* **YOUR GOAL**:
Please report each line of the data below that contains "nowrap".

___ EXTRACTED ENTRIES ___

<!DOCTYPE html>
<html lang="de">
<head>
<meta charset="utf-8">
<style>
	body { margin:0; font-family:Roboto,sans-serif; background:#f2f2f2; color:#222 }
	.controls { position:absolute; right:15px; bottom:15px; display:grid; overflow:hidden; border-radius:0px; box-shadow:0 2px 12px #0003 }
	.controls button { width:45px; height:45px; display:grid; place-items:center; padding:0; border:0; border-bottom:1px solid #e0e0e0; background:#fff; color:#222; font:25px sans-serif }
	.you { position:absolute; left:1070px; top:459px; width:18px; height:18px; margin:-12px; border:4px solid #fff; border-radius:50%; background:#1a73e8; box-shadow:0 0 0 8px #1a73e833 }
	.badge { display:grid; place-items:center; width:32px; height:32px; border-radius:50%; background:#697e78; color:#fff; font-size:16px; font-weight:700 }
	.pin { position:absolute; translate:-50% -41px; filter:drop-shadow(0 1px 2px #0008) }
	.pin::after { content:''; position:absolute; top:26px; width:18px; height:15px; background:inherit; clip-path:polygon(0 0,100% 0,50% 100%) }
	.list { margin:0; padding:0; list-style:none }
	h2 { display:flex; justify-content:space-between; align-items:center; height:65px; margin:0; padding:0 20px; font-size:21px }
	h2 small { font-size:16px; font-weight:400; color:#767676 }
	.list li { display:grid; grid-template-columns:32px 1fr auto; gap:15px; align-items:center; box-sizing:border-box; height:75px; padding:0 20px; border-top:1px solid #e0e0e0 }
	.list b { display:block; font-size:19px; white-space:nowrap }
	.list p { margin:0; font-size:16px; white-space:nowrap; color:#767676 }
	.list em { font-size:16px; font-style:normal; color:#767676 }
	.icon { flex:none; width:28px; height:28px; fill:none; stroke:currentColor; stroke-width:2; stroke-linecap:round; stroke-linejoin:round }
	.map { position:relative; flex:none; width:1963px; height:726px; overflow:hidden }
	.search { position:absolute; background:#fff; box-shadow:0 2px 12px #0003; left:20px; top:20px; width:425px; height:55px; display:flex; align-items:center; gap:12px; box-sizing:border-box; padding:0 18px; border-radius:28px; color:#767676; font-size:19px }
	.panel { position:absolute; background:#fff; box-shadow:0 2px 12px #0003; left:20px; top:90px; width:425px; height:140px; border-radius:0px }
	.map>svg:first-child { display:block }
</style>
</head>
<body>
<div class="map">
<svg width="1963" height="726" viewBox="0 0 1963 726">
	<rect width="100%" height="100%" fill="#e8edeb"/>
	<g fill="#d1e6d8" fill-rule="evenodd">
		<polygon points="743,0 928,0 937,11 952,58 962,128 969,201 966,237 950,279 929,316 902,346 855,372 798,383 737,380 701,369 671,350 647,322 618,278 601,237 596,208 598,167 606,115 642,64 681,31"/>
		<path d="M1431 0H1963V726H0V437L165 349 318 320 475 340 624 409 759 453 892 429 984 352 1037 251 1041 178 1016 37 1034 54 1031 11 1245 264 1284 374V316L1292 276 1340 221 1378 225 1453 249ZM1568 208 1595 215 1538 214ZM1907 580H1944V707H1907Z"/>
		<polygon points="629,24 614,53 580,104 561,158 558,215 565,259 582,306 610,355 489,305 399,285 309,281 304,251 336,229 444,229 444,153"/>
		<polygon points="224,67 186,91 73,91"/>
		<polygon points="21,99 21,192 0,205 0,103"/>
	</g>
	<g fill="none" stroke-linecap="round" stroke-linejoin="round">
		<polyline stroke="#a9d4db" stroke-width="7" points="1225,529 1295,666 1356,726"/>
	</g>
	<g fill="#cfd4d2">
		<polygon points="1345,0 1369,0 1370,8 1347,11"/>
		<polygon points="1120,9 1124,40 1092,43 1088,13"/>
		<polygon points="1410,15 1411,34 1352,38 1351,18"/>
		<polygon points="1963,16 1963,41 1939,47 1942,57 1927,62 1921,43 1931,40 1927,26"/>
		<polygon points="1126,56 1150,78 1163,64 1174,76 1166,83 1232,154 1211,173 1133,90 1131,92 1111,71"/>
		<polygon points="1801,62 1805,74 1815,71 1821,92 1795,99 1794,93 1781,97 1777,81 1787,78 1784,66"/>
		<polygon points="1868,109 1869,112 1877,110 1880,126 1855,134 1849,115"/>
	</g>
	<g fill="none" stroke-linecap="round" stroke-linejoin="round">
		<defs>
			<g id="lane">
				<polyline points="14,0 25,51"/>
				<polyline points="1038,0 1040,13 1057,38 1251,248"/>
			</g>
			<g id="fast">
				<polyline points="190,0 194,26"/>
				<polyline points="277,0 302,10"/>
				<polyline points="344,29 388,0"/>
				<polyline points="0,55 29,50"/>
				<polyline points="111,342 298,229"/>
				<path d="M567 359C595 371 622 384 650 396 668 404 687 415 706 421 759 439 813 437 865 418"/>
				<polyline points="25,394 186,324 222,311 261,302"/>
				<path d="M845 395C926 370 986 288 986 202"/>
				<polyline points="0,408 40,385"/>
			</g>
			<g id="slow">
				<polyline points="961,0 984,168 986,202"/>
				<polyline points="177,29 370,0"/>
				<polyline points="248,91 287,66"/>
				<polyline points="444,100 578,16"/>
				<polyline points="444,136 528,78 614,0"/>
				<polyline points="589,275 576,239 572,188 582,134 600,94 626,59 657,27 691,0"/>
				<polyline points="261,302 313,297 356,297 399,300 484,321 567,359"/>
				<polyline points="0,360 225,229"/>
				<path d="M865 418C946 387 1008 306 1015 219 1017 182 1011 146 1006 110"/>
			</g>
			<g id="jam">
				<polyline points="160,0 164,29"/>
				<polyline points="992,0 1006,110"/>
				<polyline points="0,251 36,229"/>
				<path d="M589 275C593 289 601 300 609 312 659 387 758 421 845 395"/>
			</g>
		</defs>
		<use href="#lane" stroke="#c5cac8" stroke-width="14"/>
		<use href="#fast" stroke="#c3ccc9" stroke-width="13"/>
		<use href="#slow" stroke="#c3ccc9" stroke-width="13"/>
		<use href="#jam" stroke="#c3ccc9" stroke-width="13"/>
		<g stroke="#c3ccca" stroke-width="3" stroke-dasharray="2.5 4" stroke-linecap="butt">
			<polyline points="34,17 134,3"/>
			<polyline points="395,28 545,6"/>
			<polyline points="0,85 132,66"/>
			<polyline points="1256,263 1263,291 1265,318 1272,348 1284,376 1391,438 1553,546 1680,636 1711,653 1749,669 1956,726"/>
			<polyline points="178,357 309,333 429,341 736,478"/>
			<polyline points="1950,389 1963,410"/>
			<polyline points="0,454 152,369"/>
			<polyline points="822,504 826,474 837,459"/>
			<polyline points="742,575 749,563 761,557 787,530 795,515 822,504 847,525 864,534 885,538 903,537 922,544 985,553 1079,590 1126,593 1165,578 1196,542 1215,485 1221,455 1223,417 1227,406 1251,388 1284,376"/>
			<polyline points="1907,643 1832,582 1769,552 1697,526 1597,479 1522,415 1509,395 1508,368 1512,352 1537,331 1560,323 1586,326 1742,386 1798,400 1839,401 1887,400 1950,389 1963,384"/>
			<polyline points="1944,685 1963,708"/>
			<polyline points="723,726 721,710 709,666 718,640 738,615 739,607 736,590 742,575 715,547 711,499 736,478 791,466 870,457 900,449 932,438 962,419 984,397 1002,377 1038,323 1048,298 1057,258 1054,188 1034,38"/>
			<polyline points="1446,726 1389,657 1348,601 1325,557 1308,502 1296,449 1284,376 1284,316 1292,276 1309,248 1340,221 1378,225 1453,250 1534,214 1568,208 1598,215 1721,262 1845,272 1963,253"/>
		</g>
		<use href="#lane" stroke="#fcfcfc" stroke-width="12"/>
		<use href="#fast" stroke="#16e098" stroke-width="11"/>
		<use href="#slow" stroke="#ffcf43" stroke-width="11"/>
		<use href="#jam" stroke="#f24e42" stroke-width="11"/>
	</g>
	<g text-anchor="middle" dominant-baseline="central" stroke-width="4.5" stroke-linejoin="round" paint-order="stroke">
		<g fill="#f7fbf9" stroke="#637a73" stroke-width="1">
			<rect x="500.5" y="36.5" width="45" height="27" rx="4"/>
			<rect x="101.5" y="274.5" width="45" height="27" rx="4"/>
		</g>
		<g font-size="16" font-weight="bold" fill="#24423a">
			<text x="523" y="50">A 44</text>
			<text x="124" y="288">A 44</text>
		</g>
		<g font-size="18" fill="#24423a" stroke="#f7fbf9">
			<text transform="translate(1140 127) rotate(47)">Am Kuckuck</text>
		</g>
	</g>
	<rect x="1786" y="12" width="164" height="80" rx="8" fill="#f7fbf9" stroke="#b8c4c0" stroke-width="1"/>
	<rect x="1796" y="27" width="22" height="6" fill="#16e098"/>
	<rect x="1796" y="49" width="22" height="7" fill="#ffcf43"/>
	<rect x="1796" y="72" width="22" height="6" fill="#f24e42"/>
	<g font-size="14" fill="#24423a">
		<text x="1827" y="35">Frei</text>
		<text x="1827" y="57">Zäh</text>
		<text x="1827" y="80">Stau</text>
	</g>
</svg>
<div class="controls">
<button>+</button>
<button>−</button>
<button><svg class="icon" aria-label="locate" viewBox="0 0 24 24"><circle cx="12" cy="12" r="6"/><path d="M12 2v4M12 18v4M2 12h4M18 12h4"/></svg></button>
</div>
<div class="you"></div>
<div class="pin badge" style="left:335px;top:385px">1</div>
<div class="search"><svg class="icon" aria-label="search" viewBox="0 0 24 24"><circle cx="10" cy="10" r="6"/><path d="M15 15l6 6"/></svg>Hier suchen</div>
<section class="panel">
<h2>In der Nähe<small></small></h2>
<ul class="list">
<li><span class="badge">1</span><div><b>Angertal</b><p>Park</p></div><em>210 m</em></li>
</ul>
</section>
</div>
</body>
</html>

___

* **WORKED SOLUTION**:
	.list b { display:block; font-size:19px; white-space:nowrap }
	.list p { margin:0; font-size:16px; white-space:nowrap; color:#767676 }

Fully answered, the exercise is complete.